Jonna de Vries

Personal information
- Nationality: Dutch
- Born: 2 September 1990 (age 36)

Sport
- Country: Netherlands
- Sport: Rowing
- Event: Eight

Medal record
Women's rowing
Representing the Netherlands
World Championships
| Gold medal – first place | 2025 Shanghai | Eight |
| Gold medal – first place | 2026 Amsterdam | Eight |
European Championships
| Silver medal – second place | 2025 Plovdiv | Eight |

= Jonna de Vries =

Dutch rower (born 1990)

Jonna de Vries (born 2 September 1990) is a Dutch coxswain.

==Career==
Following a five-year break from rowing, de Vries was named the coxswain for the Dutch men's eight team in 2024. She competed at the 2025 European Rowing Championships and won a silver medal in the eight event.
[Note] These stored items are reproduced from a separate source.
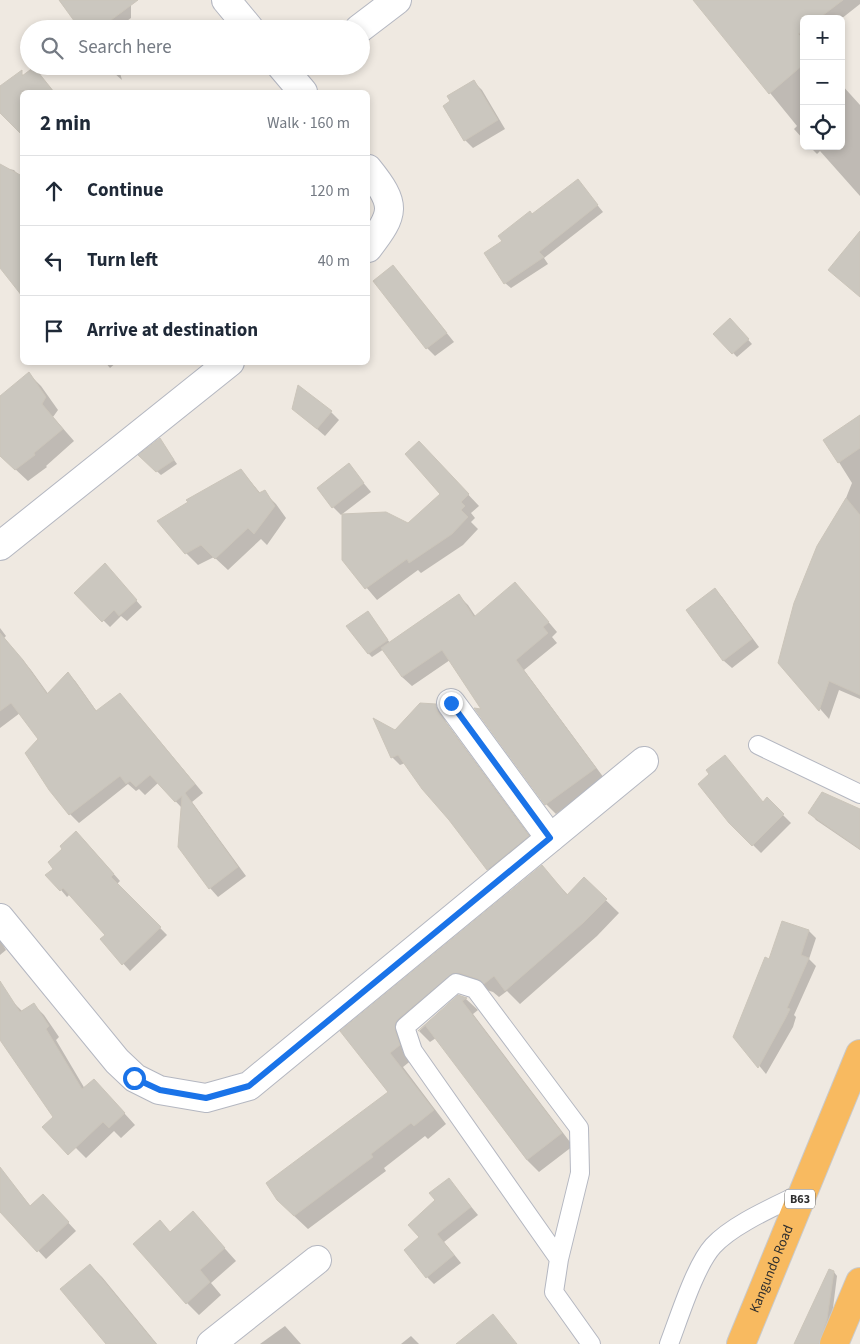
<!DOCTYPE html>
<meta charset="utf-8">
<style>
:root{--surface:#fff;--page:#f2f2f3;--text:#1f2937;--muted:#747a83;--line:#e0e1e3}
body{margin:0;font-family:"Source Sans 3",sans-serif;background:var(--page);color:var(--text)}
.controls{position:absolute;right:15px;top:15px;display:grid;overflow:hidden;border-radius:8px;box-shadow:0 2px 8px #0003}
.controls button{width:45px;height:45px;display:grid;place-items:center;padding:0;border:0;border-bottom:1px solid var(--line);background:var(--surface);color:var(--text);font:25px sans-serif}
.stop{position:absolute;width:15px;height:15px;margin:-11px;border:4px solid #1a73e8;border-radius:50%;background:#fff}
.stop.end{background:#1a73e8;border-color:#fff;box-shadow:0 1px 5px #0008}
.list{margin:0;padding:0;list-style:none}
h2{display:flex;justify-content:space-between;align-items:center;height:65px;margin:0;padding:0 20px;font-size:21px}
h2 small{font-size:16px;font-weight:400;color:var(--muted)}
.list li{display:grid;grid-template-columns:32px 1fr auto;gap:15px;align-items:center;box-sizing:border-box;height:70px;padding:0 20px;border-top:1px solid var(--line)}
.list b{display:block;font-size:19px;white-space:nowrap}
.list em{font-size:16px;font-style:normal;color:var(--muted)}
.icon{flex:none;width:28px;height:28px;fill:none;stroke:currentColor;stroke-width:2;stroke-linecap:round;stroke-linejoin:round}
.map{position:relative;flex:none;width:860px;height:1344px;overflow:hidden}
.search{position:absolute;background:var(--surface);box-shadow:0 2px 8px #0003;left:20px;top:20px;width:350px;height:55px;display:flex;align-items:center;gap:12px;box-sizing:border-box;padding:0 18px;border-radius:28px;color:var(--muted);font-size:19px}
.panel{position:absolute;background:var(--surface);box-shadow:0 2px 8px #0003;left:20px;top:90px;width:350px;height:275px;border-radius:8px}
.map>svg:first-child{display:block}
.shadow{fill:#0003}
.building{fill:#cbc7bf;stroke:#cbc5ba}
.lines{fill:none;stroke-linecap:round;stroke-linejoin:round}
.service-casing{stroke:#b4b7c1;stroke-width:20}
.minor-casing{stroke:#b4b7c1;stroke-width:30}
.trunk-casing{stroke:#c9c9c9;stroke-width:30}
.service{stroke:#fff;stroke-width:18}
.minor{stroke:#fff;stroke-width:28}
.trunk{stroke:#f8ba60;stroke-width:28}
.route{stroke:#1a73e8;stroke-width:6}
.labels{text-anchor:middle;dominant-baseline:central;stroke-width:4;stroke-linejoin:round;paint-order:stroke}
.shield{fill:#fff;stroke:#6d6d6d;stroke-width:1}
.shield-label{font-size:12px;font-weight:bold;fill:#2e2e2e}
.street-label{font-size:14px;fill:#2e2e2e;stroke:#fff}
</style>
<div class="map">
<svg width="860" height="1344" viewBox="0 0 860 1344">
<rect width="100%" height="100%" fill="#efe9e1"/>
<g class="shadow">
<path d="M 59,0 L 131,0 L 131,18 L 116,29 L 81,29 Z"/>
<path d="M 701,0 L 860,0 L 860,4 L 841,19 L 804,19 L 804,140 L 794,129 L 797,126 L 697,3 Z"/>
<path d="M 109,66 L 118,66 L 122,80 L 114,73 Z"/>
<path d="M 34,69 L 54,92 L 22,92 L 22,133 L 0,111 L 0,88 L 21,73 L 24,76 Z"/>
<path d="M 474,82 L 482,90 L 505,129 L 473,148 L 465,140 L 452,101 Z"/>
<path d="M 841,84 L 860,105 L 860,196 L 820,151 L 817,154 L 809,146 L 841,146 Z"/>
<path d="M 0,167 L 14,170 L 22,179 L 22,294 L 0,266 Z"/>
<path d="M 578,181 L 603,212 L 544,258 L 548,264 L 511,288 L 505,283 L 504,242 L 533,216 Z"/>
<path d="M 393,266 L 454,342 L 435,356 L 427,348 Z"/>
<path d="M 730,320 L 752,344 L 737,357 L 715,334 Z"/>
<path d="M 105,362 L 117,362 L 110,368 Z"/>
<path d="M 29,374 L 41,386 L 58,410 L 53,417 L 74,441 L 46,466 L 47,467 L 28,481 L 0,455 L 0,397 Z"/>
<path d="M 294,409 L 331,412 L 339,420 L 325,436 Z"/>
<path d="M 860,430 L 860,699 L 839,690 L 829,719 L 780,663 L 852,483 L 825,440 Z"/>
<path d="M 160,440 L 177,464 L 161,475 L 140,456 Z"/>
<path d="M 430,454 L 479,506 L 471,513 L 475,518 L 471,522 L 478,529 L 463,545 L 421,573 L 418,570 L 377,600 L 343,560 L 408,525 L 441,494 Z"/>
<path d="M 352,469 L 371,492 L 341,515 L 333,507 Z"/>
<path d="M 241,470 L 261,494 L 264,492 L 276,504 L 286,518 L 267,545 L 261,539 L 228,570 L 214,557 L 198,565 L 186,553 Z"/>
<path d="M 111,572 L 142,607 L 127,621 L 121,616 L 110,627 L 76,593 Z"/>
<path d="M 714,590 L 722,597 L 759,647 L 732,668 L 724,661 L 687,610 Z"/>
<path d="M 524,593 L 557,632 L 552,637 L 557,643 L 524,670 L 604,778 L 556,814 L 546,804 L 477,710 L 484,710 L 450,660 L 412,686 L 402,677 L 384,649 L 372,657 L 369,654 L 368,612 L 390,643 L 459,596 L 468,605 L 476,617 Z"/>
<path d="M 0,628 L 6,636 L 4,638 L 31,670 L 49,695 L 68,673 L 76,682 L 97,712 L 128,703 L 203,793 L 192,802 L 246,876 L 218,897 L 210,888 L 182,808 L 158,783 L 145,795 L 139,789 L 136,791 L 128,784 L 79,823 L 70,814 L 50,789 L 40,739 L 20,713 L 0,728 Z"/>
<path d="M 435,706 L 443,714 L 446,722 L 536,844 L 496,877 L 488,869 L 405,763 L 400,765 L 392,757 L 395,731 Z"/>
<path d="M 767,799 L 791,823 L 761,853 L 730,822 L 763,803 Z"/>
<path d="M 860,812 L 860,850 L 816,820 L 810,813 Z"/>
<path d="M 83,839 L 120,881 L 117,884 L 167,935 L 130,971 L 101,939 L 106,935 L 70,894 L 67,897 L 61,890 Z"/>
<path d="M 542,867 L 568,895 L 584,879 L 619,913 L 597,936 L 520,1004 L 507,991 L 499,997 L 493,992 L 474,986 L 467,986 L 411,1033 L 413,1059 L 403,1067 L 446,1124 L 428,1139 L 425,1136 L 384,1168 L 386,1171 L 308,1229 L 292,1214 L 389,1093 L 342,1031 Z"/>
<path d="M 809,931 L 816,938 L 809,959 L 816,966 L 794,1015 L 796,1017 L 793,1027 L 766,1074 L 735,1037 L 770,961 Z"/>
<path d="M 0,940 L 6,950 L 0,955 Z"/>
<path d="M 459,996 L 466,999 L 478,1010 L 473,1014 L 573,1146 L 539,1172 L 527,1160 L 436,1038 L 430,1042 L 419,1031 Z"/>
<path d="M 14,1003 L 23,1012 L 34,1005 L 44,1015 L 59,1037 L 56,1040 L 85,1089 L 104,1091 L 135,1125 L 121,1138 L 114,1131 L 86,1158 L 76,1148 L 0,1038 L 0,1034 Z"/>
<path d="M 0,1168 L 31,1207 L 51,1204 L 76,1231 L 46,1259 L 2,1212 L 0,1213 Z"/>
<path d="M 449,1180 L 478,1215 L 444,1242 L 461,1263 L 434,1284 L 427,1277 L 437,1200 Z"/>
<path d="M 193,1213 L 236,1261 L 211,1283 L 221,1295 L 199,1315 L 187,1303 L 171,1233 Z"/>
<path d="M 90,1265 L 102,1277 L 157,1344 L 107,1344 Z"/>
<path d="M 834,1272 L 837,1276 L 831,1324 L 823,1344 L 798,1344 Z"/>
<path d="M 285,1326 L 301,1344 L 260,1344 Z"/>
<path d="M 411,1336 L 419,1344 L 401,1344 Z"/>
</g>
<g class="building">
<path d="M 59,0 L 138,0 L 99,29 L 80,29 Z"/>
<path d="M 693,0 L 843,0 L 818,19 L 804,19 L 804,30 L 798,34 L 804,40 L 804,64 L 769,94 Z"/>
<path d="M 34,67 L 54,92 L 22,92 L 22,135 L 0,113 L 0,86 L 22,70 L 22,76 Z"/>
<path d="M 474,80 L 498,120 L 464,141 L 443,106 L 450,101 L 447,96 Z"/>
<path d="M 0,164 L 22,176 L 22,296 L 0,268 Z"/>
<path d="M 578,179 L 598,205 L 539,252 L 544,257 L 504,284 L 484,253 L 502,241 L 498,236 L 530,211 L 532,214 Z"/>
<path d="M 860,231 L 860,297 L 828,270 Z"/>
<path d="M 393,265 L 447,333 L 426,349 L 373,281 Z"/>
<path d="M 730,318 L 749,339 L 732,354 L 713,334 Z"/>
<path d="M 29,372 L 46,397 L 42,404 L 63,429 L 34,453 L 35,455 L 15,470 L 0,456 L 0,396 Z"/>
<path d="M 298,385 L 332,411 L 317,429 L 292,409 Z"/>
<path d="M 860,415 L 860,448 L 838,463 L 823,440 Z"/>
<path d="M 160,438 L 174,460 L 156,472 L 138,455 Z"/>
<path d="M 419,441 L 469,494 L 461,502 L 465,506 L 461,510 L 468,517 L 452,534 L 409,563 L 407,559 L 365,589 L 342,560 L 342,514 L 386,512 L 408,523 L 440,494 L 405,454 Z"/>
<path d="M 349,463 L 364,483 L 332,508 L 317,488 Z"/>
<path d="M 241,469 L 259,493 L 265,490 L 275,506 L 254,534 L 248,528 L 215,559 L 201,545 L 185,554 L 157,521 L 188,502 L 186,500 Z"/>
<path d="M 846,498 L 860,515 L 860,695 L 829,681 L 819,711 L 778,663 L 794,603 L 817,546 Z"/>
<path d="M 105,563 L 137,600 L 119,616 L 114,610 L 102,622 L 74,593 Z"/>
<path d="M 515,582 L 549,622 L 543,627 L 548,633 L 516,660 L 596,768 L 545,805 L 474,708 L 481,709 L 442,650 L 402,677 L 381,648 L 459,594 L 474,617 Z"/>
<path d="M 715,588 L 752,639 L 723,661 L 686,610 Z"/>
<path d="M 368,611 L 388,640 L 368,654 L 346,626 Z"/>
<path d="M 0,633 L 23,660 L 47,694 L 68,672 L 96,711 L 120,693 L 195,784 L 185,793 L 238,867 L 209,889 L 178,847 L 182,796 L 175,802 L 150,775 L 136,787 L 130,781 L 126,784 L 120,776 L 69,815 L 49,790 L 25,753 L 38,739 L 11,703 L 0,711 Z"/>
<path d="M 420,703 L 436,704 L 438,712 L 529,836 L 487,870 L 449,820 L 422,789 L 398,755 L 391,758 L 373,718 L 395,730 Z"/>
<path d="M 725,755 L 763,802 L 767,797 L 784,814 L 752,846 L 729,823 L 698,784 L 709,774 L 706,770 Z"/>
<path d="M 822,792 L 860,809 L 860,849 L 808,813 Z"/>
<path d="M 76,831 L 114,874 L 111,877 L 161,927 L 122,965 L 100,939 L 105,935 L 63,888 L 60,891 L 45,875 L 53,869 L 48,862 L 62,849 L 60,846 Z"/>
<path d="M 542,865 L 567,895 L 584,877 L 607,899 L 583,923 L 505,991 L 494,976 L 484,984 L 478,979 L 459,973 L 453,973 L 398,1019 L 395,1024 L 395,1030 L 400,1045 L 390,1053 L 434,1110 L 414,1126 L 411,1123 L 371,1154 L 373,1157 L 294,1216 L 277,1200 L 266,1183 L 388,1092 L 340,1031 Z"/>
<path d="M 782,921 L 809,930 L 801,955 L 809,958 L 787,1008 L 790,1009 L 785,1019 L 758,1068 L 733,1037 L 765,957 L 769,959 Z"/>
<path d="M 0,981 L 20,1012 L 34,1003 L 49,1026 L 46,1029 L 82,1089 L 94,1079 L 125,1113 L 109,1128 L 103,1122 L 68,1155 L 42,1127 L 53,1117 L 0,1040 Z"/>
<path d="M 458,995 L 467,998 L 462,1001 L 562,1133 L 527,1160 L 425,1025 L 418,1031 Z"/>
<path d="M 0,1167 L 30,1206 L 43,1194 L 69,1222 L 37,1252 L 0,1212 Z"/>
<path d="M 449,1178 L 471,1207 L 437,1234 L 454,1255 L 426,1278 L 404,1250 L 419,1237 L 408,1225 L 435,1200 L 429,1193 Z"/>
<path d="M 193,1211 L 225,1248 L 200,1270 L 210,1282 L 186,1304 L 133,1244 L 160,1220 L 170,1232 Z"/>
<path d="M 90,1264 L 156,1344 L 106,1344 L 60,1289 Z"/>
<path d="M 829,1269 L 834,1271 L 827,1319 L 819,1344 L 794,1344 Z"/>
<path d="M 493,1314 L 517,1344 L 456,1344 Z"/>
</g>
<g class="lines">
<g class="service-casing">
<g id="service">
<path d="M 758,745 L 860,794"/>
<path d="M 559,1259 L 413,1051 L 405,1027 L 456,983 L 475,989 L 579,1128 L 580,1173 L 559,1259 L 554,1292 L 591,1344"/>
<path d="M 669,1344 C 679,1318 695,1266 713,1246 C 733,1224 776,1206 802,1193"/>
</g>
</g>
<g class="minor-casing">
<g id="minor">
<path d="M 226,0 L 250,29"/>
<path d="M 359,29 L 397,0"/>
<path d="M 281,66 L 303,92"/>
<path d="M 368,169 C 397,205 395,213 368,248"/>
<path d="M 0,546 L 230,362"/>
<path d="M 451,703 L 550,838"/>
<path d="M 0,918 L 117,1061 L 135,1078 L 159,1090 L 206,1098 L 249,1086 L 644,761"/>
<path d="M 211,1344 L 317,1260"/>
</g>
</g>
<g class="trunk-casing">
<g id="trunk">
<path id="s1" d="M 741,1344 L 860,1054"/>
<path d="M 834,1344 L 860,1282"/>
</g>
</g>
<use href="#service" class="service"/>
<use href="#minor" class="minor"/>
<use href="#trunk" class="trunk"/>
</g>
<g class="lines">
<path class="route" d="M 134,1078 L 160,1090 L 206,1098 L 249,1086 L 550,838 L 451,703"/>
</g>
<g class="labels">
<rect class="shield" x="785" y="1189.5" width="30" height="19" rx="4"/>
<g class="shield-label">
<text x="800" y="1199">B63</text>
</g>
<g class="street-label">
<text stroke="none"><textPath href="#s1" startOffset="81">Kangundo Road</textPath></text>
</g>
</g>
</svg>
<div class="controls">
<button>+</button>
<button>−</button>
<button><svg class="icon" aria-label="locate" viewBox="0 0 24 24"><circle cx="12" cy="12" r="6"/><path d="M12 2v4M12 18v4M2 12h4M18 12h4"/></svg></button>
</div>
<div class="stop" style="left:134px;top:1078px"></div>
<div class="stop end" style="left:451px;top:703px"></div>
<div class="search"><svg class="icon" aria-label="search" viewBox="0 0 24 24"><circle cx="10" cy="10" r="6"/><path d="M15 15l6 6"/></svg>Search here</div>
<section class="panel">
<h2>2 min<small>Walk · 160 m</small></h2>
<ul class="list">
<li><svg class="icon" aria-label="ahead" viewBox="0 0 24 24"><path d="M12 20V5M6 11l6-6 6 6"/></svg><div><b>Continue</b></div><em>120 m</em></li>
<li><svg class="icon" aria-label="left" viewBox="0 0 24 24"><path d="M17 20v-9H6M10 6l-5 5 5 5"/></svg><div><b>Turn left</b></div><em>40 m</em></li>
<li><svg class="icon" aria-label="arrive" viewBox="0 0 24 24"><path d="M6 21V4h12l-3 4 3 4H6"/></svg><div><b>Arrive at destination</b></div></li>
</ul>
</section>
</div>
She then competed at the 2025 World Rowing Championships and won a gold medal in the eight with a time of 5:27.67. This was the first time the Netherlands won gold in the event at the World Rowing Championships. In August 2026, she competed at the 2026 World Rowing Championships and won a gold medal in the eight with a world best time of 5:17.75. Seven of the eight members were on the team that won their first world title in 2025.